Basically the cron is not working is not "re-creating" the file structure as its supposed to. So while the alistables survive the reboot the get destroyed at cron. But if you do a "manual" "force reboot" things work again.
Please see the steps and screenshots attached.
-
Instead of using "Force Cron" after the reboot. Please use "Force Update" and see if that makes a difference. I don't use Nano but the two users who replied in this thread both use the Nano version with pfBNG without issues.
I would also suggest you read the pfBlockerNG thread about Blocking the world and reverse that approach to Allow a few Countries instead.
https://forum.pfsense.org/index.php?topic=86212.msg486644#msg486644
-
Yes as shown in Img 6, "Force Update" works. The only things is how do I automate that ?? I am willing to change the crontab file so that I do no an hourly force update. Since the reboot happens late at night we are not on site to log in and do a manual "Force Update". For robustness sakes there should be a way to automate this step.
-
It works just fine automated for me (on multiple nanobsd boxes). I'd suggest to uncheck the Keep Settings box, remove the package and start from scratch.
I would also suggest you read the pfBlockerNG thread about Blocking the world and reverse that approach to Allow a few Countries instead.
Yeah, indeed…
-
The particular situation here is unique as most users have other Lists along with Country Blocking.
So I see the issue now with "Force Cron". I will write an update and send it to you to test before I release it.
-
Thanks BBCAN … I will await your response.
SAM
-
BBCan is a ROCK STAR !!!
Emailed me the patch and it works now like a charm. So I'm sure he/she will be sending the code upstream to be included in the next update of the package.

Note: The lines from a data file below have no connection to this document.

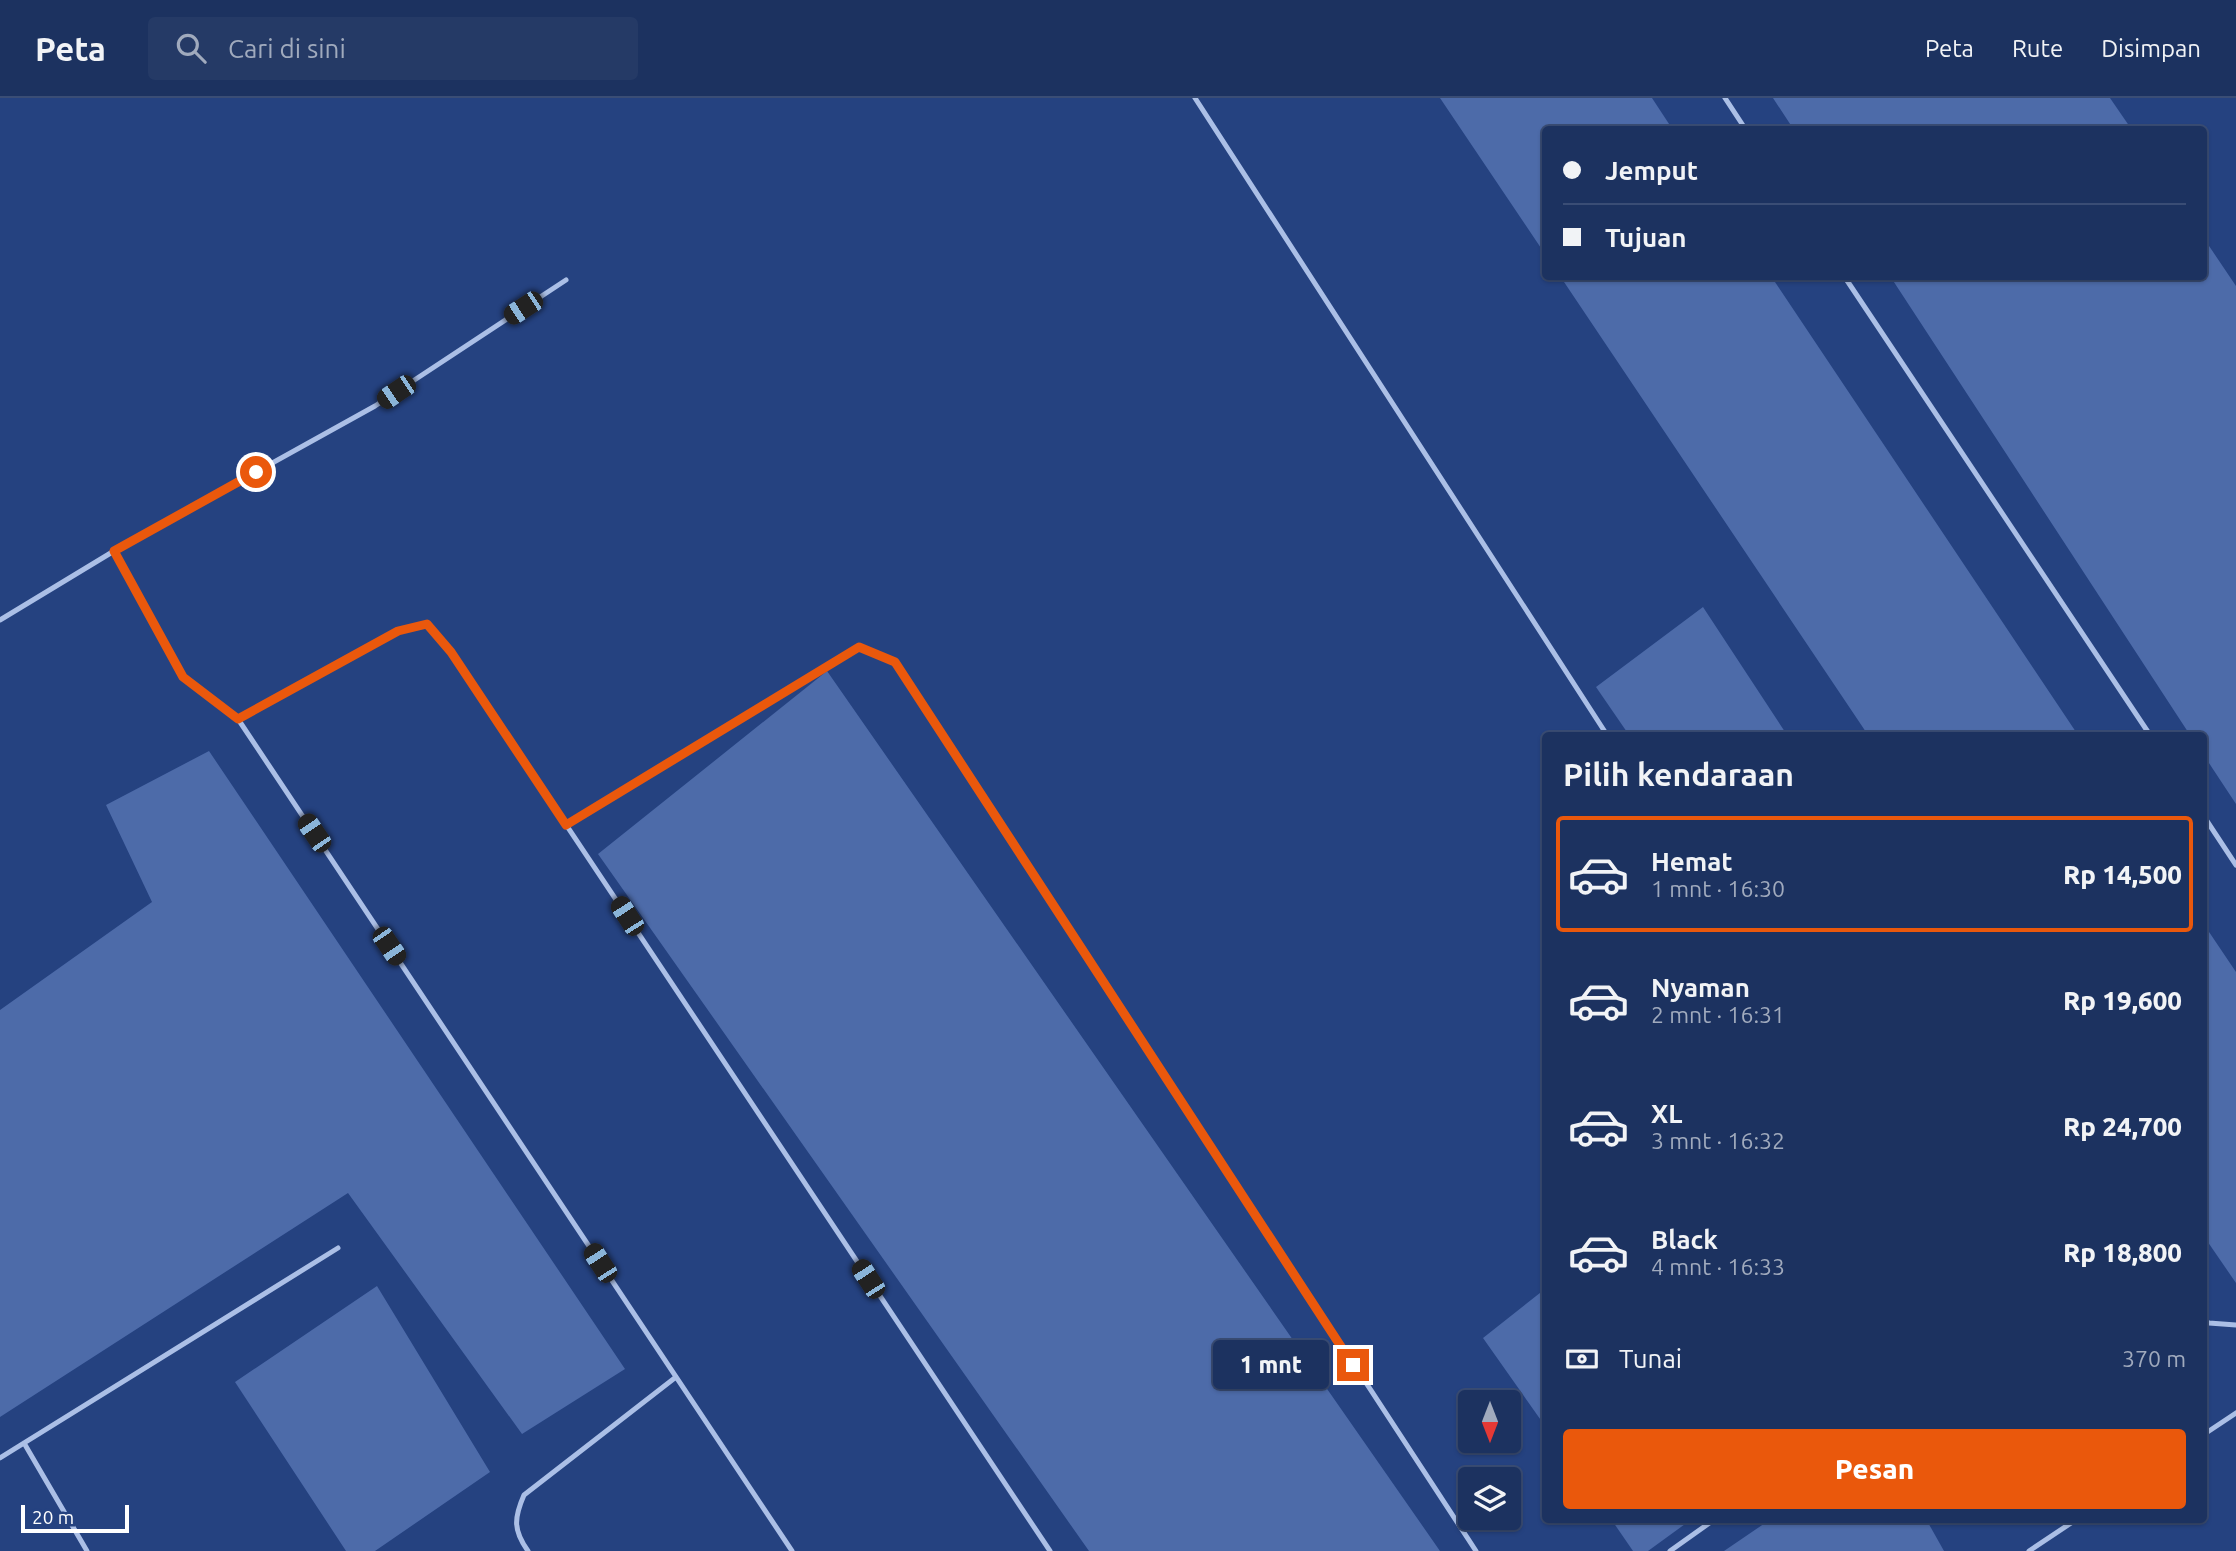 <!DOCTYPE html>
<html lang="id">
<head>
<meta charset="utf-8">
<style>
  :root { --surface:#1c3260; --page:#253a66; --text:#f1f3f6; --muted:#a0aabd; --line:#3a4d75; --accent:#ea580c }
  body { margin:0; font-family:Ubuntu,sans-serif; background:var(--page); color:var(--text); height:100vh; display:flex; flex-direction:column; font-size:26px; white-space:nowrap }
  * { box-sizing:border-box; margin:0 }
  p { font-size:23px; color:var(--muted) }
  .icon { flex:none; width:38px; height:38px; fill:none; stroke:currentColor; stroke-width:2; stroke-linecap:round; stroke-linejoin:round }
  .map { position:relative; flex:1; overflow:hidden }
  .drawer { position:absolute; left:1542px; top:634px; width:665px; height:791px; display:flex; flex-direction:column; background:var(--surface); border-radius:7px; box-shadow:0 2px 5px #0004,0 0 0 2px var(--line) }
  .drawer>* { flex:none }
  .hud { position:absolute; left:1542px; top:28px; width:665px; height:154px; border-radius:7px; box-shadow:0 2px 5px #0004,0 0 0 2px var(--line); display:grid; align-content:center; height:154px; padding:0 21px; background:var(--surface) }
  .needle { width:46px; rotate:180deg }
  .tools { position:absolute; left:1458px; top:1292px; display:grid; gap:14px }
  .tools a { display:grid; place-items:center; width:63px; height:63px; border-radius:7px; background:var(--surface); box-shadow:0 2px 5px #0004,0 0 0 2px var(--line); font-size:35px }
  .scale { position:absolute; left:21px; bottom:18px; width:108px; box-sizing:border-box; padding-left:7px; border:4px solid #fff; border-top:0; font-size:19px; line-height:24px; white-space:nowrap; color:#fff; -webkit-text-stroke:5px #254280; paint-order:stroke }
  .end { position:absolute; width:32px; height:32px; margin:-16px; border:9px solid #ea580c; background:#fff; box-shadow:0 0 0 4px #fff }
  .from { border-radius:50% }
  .bubble { position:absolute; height:49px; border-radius:7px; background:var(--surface); box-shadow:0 2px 5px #0004,0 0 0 2px var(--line); font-size:23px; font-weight:800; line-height:49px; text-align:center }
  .car { position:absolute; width:21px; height:42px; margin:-21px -10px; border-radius:9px; box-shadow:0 0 5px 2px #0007; background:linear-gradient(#222 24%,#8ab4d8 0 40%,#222 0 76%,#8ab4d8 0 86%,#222 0) }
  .hud b { display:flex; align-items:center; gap:24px; height:66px; font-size:26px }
  .hud b+b { border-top:2px solid var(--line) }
  .hud i { width:18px; height:18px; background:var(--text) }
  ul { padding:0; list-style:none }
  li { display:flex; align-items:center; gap:21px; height:116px; margin:0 14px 10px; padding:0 7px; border:4px solid transparent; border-radius:7px }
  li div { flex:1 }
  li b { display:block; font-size:26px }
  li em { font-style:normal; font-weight:800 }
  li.current { border-color:var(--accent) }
  li>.icon { width:63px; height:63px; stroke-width:1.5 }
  h2 { padding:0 21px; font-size:32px; line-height:84px }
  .pay { display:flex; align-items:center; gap:18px; height:77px; padding:0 21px; font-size:26px }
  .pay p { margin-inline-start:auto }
  .button { display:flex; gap:14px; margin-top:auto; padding:14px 21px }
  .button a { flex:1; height:80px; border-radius:7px; background:var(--accent); color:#fff; font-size:28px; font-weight:800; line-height:80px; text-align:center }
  header { display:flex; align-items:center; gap:42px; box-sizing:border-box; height:98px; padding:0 35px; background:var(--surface); border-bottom:2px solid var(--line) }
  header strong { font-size:33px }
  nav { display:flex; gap:38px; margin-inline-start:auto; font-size:24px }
  .search { width:490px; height:63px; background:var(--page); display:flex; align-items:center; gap:18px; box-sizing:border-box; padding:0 24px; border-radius:7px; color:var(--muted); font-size:26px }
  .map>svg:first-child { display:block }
</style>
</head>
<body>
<header>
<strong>Peta</strong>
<div class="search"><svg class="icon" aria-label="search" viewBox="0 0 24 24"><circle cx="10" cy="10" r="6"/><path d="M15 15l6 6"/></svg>Cari di sini</div>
<nav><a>Peta</a><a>Rute</a><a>Disimpan</a></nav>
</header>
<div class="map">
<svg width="2236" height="1453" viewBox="0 0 2236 1453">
  <rect width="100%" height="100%" fill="#254280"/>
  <path fill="#4d6ba9" d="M1440 0H1652L1673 32H1545V156Z
    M1773 0H2110L2132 32H1794Z
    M2203 139 2236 188V706L2203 656V637H2190L1890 178H2203Z
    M1560 178H1771L2078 637H1868Z
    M1703 509 1787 637H1629L1596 589Z
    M827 573 1440 1453H1089L598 756Z
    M209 653 625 1271 522 1336 348 1095 0 1319V912L152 804 106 707Z
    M2203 825 2236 874V1185L2203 1137Z
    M377 1188 490 1374 375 1453H346L235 1284Z
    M1545 1191V1328L1483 1240Z
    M1611 1421H1692L1648 1453H1633Z
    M1771 1421H1926L1944 1453H1724Z"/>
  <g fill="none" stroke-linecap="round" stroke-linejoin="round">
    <path stroke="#abbfe6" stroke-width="5" d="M1195 0 1607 637
      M1725 0 1746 32
      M1844 178 2150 637
      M114 453 183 579 238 621 792 1453
      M0 522 114 453 375 308 566 182
      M238 621 398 533 427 526 451 554 1050 1453
      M2203 717 2236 767
      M566 727 859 549 895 564 1476 1453
      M2203 1222 2209 1225 2236 1227
      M2203 1337 2236 1315
      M24 1345 87 1453
      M0 1360 338 1150
      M528 1453C513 1432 514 1420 524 1397L676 1279
      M1670 1453 1715 1421
      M2029 1453 2077 1421"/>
  </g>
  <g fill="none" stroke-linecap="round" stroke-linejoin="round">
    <path stroke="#ea580c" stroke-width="9" d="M256 374 114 453 183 579 238 621 398 533 427 526 451 554 566 727 859 549 895 564 1353 1267"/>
  </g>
</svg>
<div class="tools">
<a><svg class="needle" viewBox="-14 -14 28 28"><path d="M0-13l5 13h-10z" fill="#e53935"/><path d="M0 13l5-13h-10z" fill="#a0aabd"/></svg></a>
<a><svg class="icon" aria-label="layers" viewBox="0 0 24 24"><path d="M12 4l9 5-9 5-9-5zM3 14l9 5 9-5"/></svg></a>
</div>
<div class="scale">20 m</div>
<i class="end from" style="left:256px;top:374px"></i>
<i class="end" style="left:1353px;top:1267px"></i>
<div class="bubble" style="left:1213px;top:1242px;width:116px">1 mnt</div>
<i class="car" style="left:523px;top:210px;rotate:237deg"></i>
<i class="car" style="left:396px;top:294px;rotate:236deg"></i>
<i class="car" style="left:314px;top:735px;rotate:326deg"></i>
<i class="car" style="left:627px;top:818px;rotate:327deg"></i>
<i class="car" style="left:389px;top:848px;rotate:146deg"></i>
<i class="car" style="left:600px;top:1165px;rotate:327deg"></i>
<i class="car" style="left:868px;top:1181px;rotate:327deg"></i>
<div class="hud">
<b><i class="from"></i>Jemput</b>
<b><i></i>Tujuan</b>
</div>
<section class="drawer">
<h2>Pilih kendaraan</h2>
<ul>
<li class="current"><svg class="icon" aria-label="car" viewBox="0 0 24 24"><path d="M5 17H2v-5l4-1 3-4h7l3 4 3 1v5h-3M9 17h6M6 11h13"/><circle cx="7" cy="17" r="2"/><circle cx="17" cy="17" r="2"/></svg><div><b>Hemat</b><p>1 mnt · 16:30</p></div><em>Rp 14,500</em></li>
<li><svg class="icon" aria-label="car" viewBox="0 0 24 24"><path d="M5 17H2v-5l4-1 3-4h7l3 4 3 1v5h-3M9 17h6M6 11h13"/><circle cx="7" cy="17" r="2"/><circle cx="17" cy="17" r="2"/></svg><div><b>Nyaman</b><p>2 mnt · 16:31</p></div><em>Rp 19,600</em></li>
<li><svg class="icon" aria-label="car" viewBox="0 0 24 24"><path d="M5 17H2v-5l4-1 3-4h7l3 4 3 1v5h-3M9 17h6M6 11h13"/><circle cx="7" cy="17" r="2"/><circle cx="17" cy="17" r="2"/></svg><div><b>XL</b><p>3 mnt · 16:32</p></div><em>Rp 24,700</em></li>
<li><svg class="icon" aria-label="car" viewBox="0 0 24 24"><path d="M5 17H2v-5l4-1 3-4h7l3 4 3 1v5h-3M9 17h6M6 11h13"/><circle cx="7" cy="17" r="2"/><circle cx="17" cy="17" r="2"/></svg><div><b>Black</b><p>4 mnt · 16:33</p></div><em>Rp 18,800</em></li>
</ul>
<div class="pay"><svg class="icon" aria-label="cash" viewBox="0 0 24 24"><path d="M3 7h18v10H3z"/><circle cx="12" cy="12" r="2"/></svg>Tunai<p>370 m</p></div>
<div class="button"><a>Pesan</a></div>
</section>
</div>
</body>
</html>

The affected version was 1.06
Thanks again for an amazing package and amazing support !!!
-
-
We cant arque with that ;)
-
Yep ROCKIN'
Scratching around trying to figure out why no rules were being created, no logs showing any complaints, configuring everything and looking for things that might hint of what could be broken. Then found this thread… pressed Reload and for the first time after hours of having pfBng enabled, it runs:
UPDATE PROCESS START [ 04/03/15 23:55:19 ]
All the rules werre written and appended to my interface rule-sets.
Sweet! Thanks to all of you for these posts and of course bbcan177… who it seems may have nailed this for 1.07/8.
Not a moment too soon (mine worked just before midnight)!
-
Hi unEsxi,
Your situation is not related to the issue in this thread. You need to use "Force Update" to apply changes. There is a big red disclaimer above the "Save" button.
Thanks for the overall positive Feedback!